My mother’s guidelines were intended to direct me to a suitable marriage partner. I applied them accordingly, and married a guy who adored his mother. That was twenty years ago. My mother’s advice proved so effective, I thought I’d never have the need for it again.

This summer, I was given a rare opportunity to apply Mom’s precepts to a relationship in an entirely different sphere. The man in question had done some business with my lady-parts, but that did not make him a potential romantic partner. The man in question was my urologist.

When I’d met the urologist in his clinic, I’d been dressed in a johnny coat. He’d been dressed in a suit and tie. His old-world formality, his swarthy complexion and his slicked-back, jet-black hair reminded me of my dear departed Grandpa Blanco. But despite the family resemblance, deep in my heart I didn’t trust the guy. I thought he was a show-off. He seemed more interested in impressing me with the latest gee-whiz treatment than in treating me appropriately.

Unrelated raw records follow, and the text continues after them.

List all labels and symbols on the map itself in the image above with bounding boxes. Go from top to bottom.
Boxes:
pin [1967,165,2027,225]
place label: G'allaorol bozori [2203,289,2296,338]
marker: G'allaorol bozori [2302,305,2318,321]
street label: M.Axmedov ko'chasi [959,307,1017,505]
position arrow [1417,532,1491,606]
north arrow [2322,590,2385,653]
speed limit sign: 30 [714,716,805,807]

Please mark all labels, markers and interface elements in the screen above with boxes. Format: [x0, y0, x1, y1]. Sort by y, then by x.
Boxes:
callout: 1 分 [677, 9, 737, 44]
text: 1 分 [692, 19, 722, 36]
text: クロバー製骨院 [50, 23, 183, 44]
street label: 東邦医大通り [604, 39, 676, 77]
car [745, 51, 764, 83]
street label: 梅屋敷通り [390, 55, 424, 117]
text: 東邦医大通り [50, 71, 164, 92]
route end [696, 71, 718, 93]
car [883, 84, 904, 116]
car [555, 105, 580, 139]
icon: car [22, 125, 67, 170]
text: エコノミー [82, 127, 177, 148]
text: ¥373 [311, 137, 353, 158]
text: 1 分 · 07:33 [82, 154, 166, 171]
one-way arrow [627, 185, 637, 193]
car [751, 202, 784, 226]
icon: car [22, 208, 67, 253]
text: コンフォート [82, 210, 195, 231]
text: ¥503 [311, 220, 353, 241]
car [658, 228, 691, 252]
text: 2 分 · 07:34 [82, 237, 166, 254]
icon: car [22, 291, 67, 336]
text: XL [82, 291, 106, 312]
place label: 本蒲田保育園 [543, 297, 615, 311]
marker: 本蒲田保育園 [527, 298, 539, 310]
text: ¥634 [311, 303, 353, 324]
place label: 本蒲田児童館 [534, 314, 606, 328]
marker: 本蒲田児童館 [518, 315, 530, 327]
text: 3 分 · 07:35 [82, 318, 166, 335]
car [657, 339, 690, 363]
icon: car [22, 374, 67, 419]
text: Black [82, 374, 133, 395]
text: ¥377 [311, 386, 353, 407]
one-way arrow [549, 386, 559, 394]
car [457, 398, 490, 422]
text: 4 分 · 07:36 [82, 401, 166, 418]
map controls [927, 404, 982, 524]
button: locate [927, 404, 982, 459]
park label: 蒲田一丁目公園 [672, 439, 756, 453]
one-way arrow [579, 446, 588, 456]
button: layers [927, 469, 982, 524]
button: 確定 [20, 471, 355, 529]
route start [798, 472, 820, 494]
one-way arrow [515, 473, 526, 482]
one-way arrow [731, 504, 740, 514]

A relationship with a doctor ought to be strictly professional, not personal, so I put whatever personal reservations I might have about him to the side. Yet a nagging voice inside me wondered if perhaps this man’s showmanship might lead to a less than desireable outcome. I was on the fence about seeing him again, or pursuing his “cutting edge” treatment, in part because I didn’t want to go through the trouble of shopping for a new urologist, and in part because mere intuition didn’t seem like a reliable measurement of a doctor’s professional aptitude.

As fate would have it, my intuition would be proven correct, luckily without the messy consequence of an undesired clinical outcome.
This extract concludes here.